Data listing:

- - - - - - -

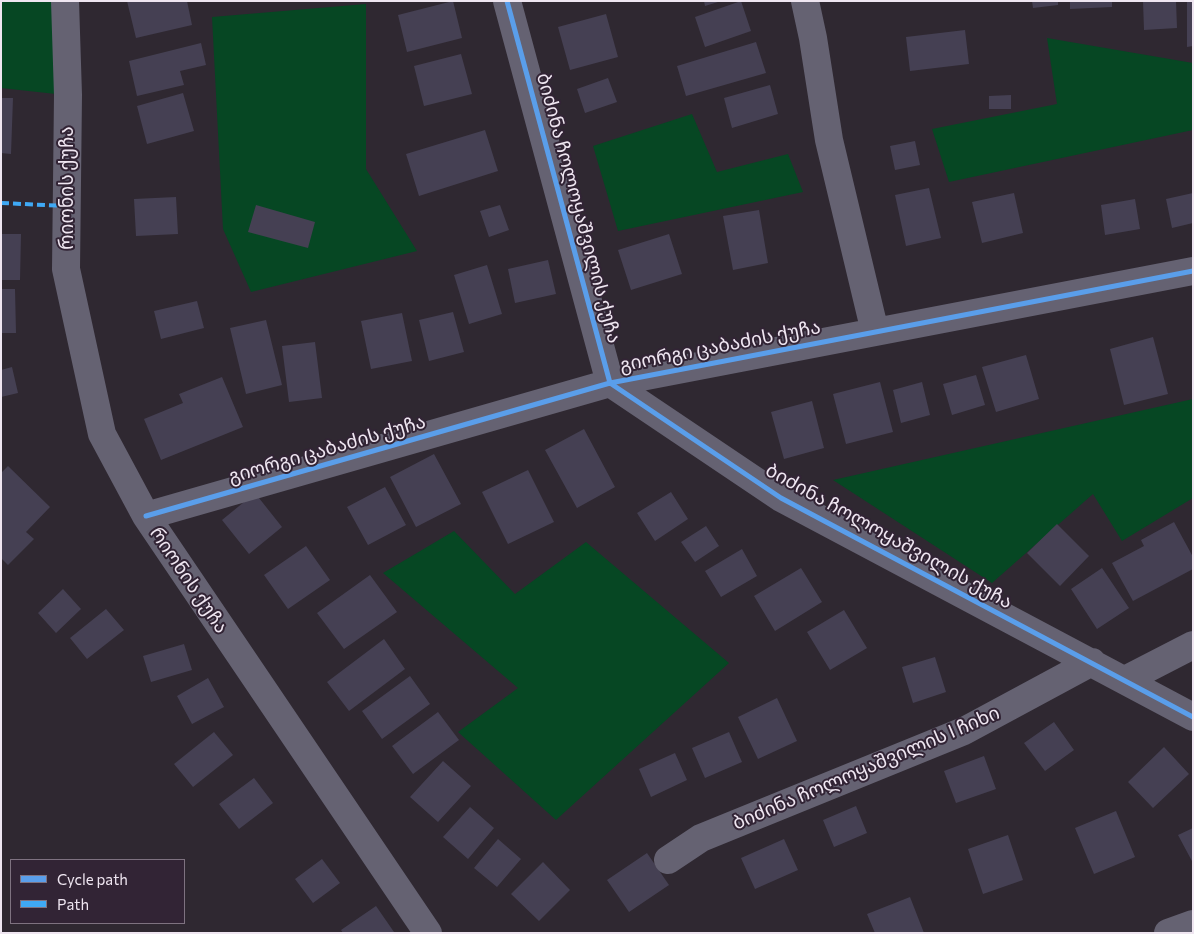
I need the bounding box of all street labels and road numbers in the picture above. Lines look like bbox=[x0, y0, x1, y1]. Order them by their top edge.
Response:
street label: ბიძინა ჩოლოყაშვილის ქუჩა bbox=[532, 70, 626, 346]
street label: რიონის ქუჩა bbox=[56, 126, 78, 250]
street label: გიორგი ცაბაძის ქუჩა bbox=[618, 315, 822, 377]
street label: გიორგი ცაბაძის ქუჩა bbox=[226, 410, 428, 488]
street label: ბიძინა ჩოლოყაშვილის ქუჩა bbox=[762, 458, 1016, 614]
street label: რიონის ქუჩა bbox=[145, 522, 233, 638]
street label: ბიძინა ჩოლოყაშვილის I ჩიხი bbox=[729, 701, 1003, 835]

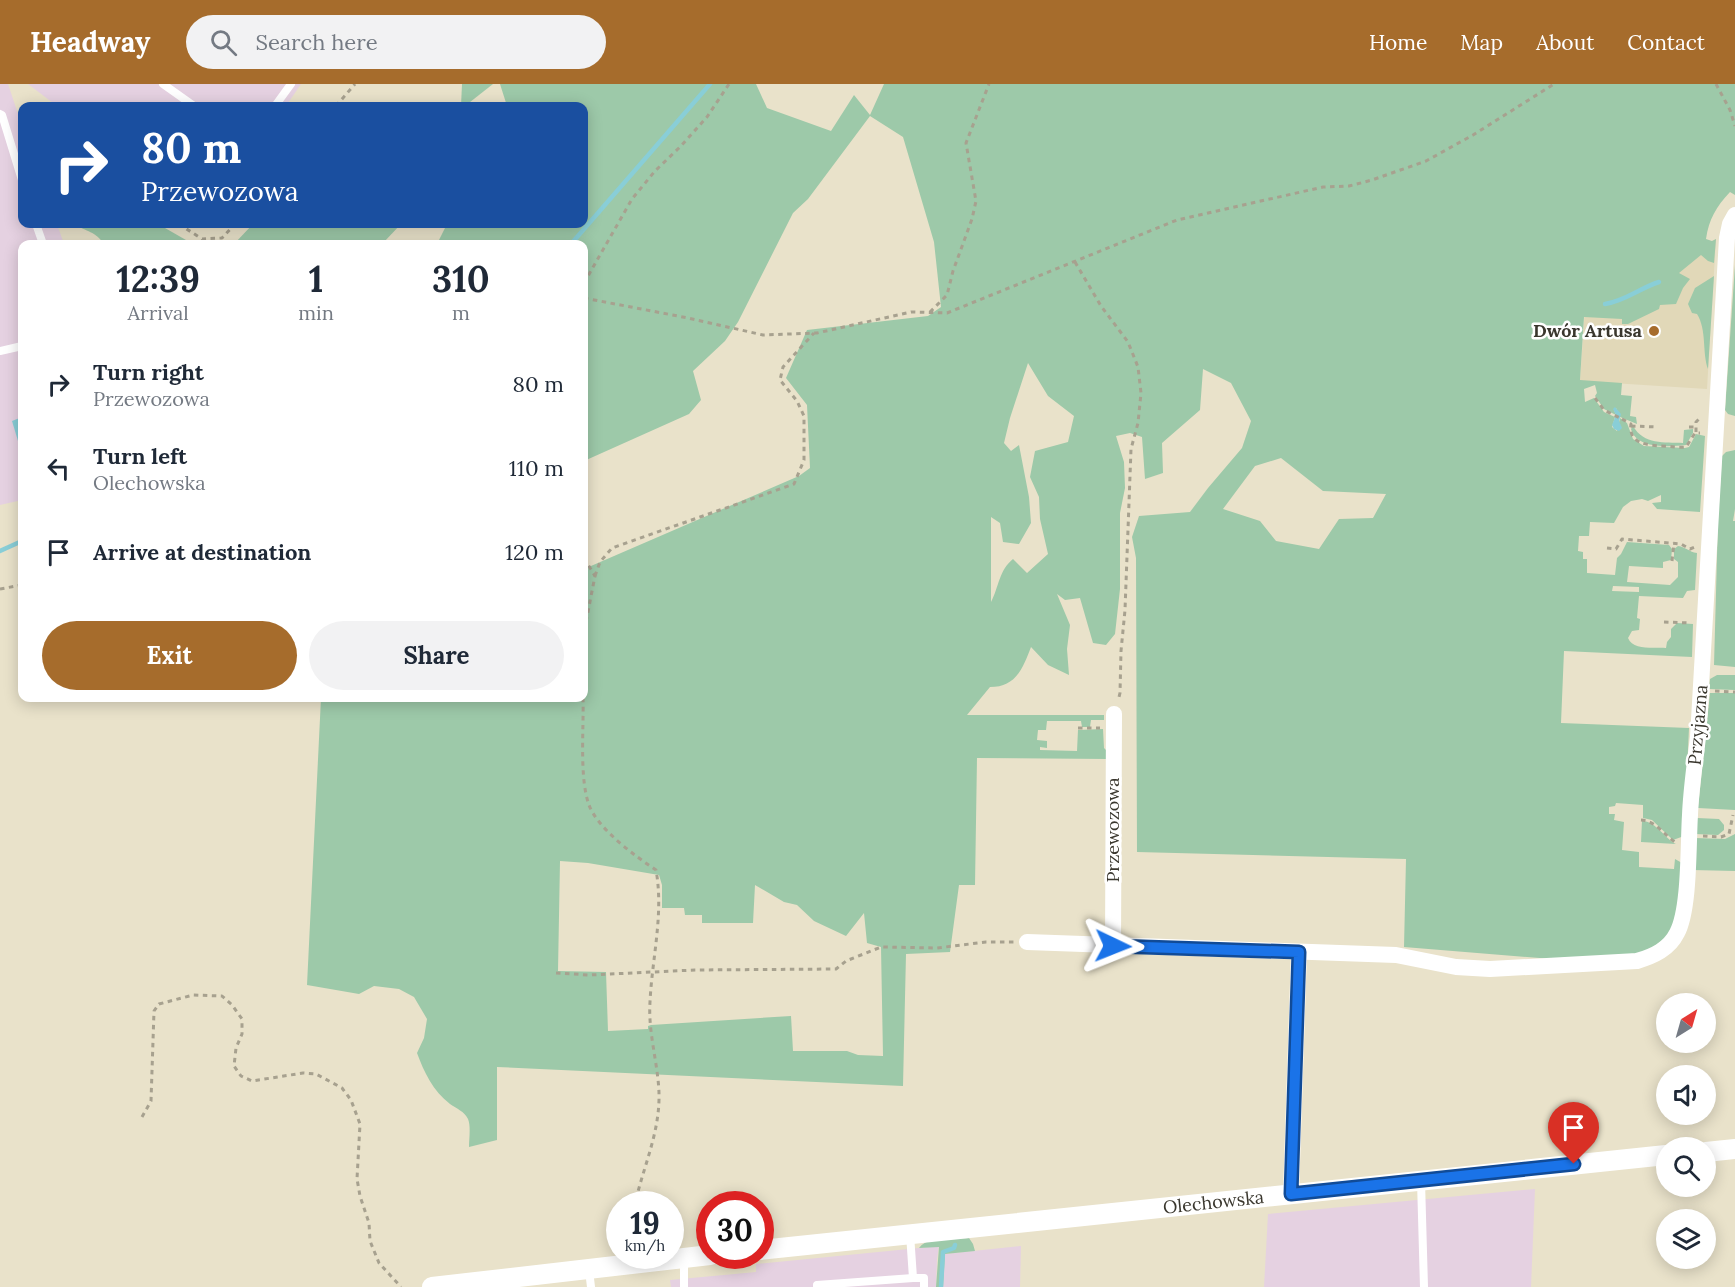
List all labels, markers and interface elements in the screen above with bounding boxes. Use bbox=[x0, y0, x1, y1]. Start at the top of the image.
search box bbox=[186, 15, 606, 69]
text: Headway bbox=[30, 24, 150, 60]
icon: search bbox=[207, 26, 240, 59]
text: Search here bbox=[255, 28, 378, 56]
text: Home bbox=[1369, 29, 1427, 56]
text: Map bbox=[1460, 29, 1503, 56]
text: About bbox=[1536, 29, 1594, 56]
text: Contact bbox=[1627, 29, 1705, 56]
text: 80 m bbox=[141, 121, 241, 175]
icon: right bbox=[42, 126, 120, 204]
text: Przewozowa bbox=[141, 174, 299, 208]
text: 12:39 bbox=[116, 256, 200, 302]
text: 1 bbox=[309, 256, 323, 302]
text: 310 bbox=[432, 256, 490, 302]
text: Arrival bbox=[128, 300, 189, 325]
text: min bbox=[298, 300, 334, 325]
text: m bbox=[452, 300, 470, 325]
place label: Dwór Artusa bbox=[1533, 319, 1643, 342]
marker: Dwór Artusa bbox=[1647, 324, 1661, 338]
text: Turn right bbox=[93, 358, 204, 386]
icon: right bbox=[42, 368, 75, 401]
text: 80 m bbox=[513, 370, 564, 398]
text: Przewozowa bbox=[93, 386, 210, 411]
text: Turn left bbox=[93, 442, 187, 470]
icon: left bbox=[42, 452, 75, 485]
text: 110 m bbox=[509, 454, 564, 482]
text: Olechowska bbox=[93, 470, 206, 495]
icon: arrive bbox=[42, 536, 75, 569]
text: Arrive at destination bbox=[93, 538, 311, 566]
text: 120 m bbox=[505, 538, 564, 566]
button: Exit bbox=[42, 621, 297, 690]
button: Share bbox=[309, 621, 564, 690]
street label: Przyjazna bbox=[1683, 684, 1712, 766]
street label: Przewozowa bbox=[1101, 777, 1124, 883]
position arrow bbox=[1081, 914, 1145, 978]
north arrow bbox=[1656, 993, 1716, 1053]
map controls bbox=[1656, 993, 1716, 1269]
button: sound bbox=[1656, 1065, 1716, 1125]
pin bbox=[1548, 1102, 1599, 1164]
icon: arrive bbox=[1557, 1111, 1590, 1144]
button: search bbox=[1656, 1137, 1716, 1197]
street label: Olechowska bbox=[1162, 1185, 1265, 1219]
speed limit sign: 30 bbox=[696, 1191, 774, 1269]
text: 19 bbox=[630, 1204, 660, 1242]
button: layers bbox=[1656, 1209, 1716, 1269]
text: km/h bbox=[625, 1236, 665, 1255]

- - - - - - -

Work instructions: Keeping the pictures out, output the records from above exactly and completely.

Task result:
I need the bounding box of all street labels and road numbers in the picture above. Lines look like bbox=[x0, y0, x1, y1]. Order them by their top edge.
Response:
street label: ბიძინა ჩოლოყაშვილის ქუჩა bbox=[532, 70, 626, 346]
street label: რიონის ქუჩა bbox=[56, 126, 78, 250]
street label: გიორგი ცაბაძის ქუჩა bbox=[618, 315, 822, 377]
street label: გიორგი ცაბაძის ქუჩა bbox=[226, 410, 428, 488]
street label: ბიძინა ჩოლოყაშვილის ქუჩა bbox=[762, 458, 1016, 614]
street label: რიონის ქუჩა bbox=[145, 522, 233, 638]
street label: ბიძინა ჩოლოყაშვილის I ჩიხი bbox=[729, 701, 1003, 835]

List all labels, markers and interface elements in the screen above with bounding boxes. Use bbox=[x0, y0, x1, y1]. Start at the top of the image.
search box bbox=[186, 15, 606, 69]
text: Headway bbox=[30, 24, 150, 60]
icon: search bbox=[207, 26, 240, 59]
text: Search here bbox=[255, 28, 378, 56]
text: Home bbox=[1369, 29, 1427, 56]
text: Map bbox=[1460, 29, 1503, 56]
text: About bbox=[1536, 29, 1594, 56]
text: Contact bbox=[1627, 29, 1705, 56]
text: 80 m bbox=[141, 121, 241, 175]
icon: right bbox=[42, 126, 120, 204]
text: Przewozowa bbox=[141, 174, 299, 208]
text: 12:39 bbox=[116, 256, 200, 302]
text: 1 bbox=[309, 256, 323, 302]
text: 310 bbox=[432, 256, 490, 302]
text: Arrival bbox=[128, 300, 189, 325]
text: min bbox=[298, 300, 334, 325]
text: m bbox=[452, 300, 470, 325]
place label: Dwór Artusa bbox=[1533, 319, 1643, 342]
marker: Dwór Artusa bbox=[1647, 324, 1661, 338]
text: Turn right bbox=[93, 358, 204, 386]
icon: right bbox=[42, 368, 75, 401]
text: 80 m bbox=[513, 370, 564, 398]
text: Przewozowa bbox=[93, 386, 210, 411]
text: Turn left bbox=[93, 442, 187, 470]
icon: left bbox=[42, 452, 75, 485]
text: 110 m bbox=[509, 454, 564, 482]
text: Olechowska bbox=[93, 470, 206, 495]
icon: arrive bbox=[42, 536, 75, 569]
text: Arrive at destination bbox=[93, 538, 311, 566]
text: 120 m bbox=[505, 538, 564, 566]
button: Exit bbox=[42, 621, 297, 690]
button: Share bbox=[309, 621, 564, 690]
street label: Przyjazna bbox=[1683, 684, 1712, 766]
street label: Przewozowa bbox=[1101, 777, 1124, 883]
position arrow bbox=[1081, 914, 1145, 978]
north arrow bbox=[1656, 993, 1716, 1053]
map controls bbox=[1656, 993, 1716, 1269]
button: sound bbox=[1656, 1065, 1716, 1125]
pin bbox=[1548, 1102, 1599, 1164]
icon: arrive bbox=[1557, 1111, 1590, 1144]
button: search bbox=[1656, 1137, 1716, 1197]
street label: Olechowska bbox=[1162, 1185, 1265, 1219]
speed limit sign: 30 bbox=[696, 1191, 774, 1269]
text: 19 bbox=[630, 1204, 660, 1242]
button: layers bbox=[1656, 1209, 1716, 1269]
text: km/h bbox=[625, 1236, 665, 1255]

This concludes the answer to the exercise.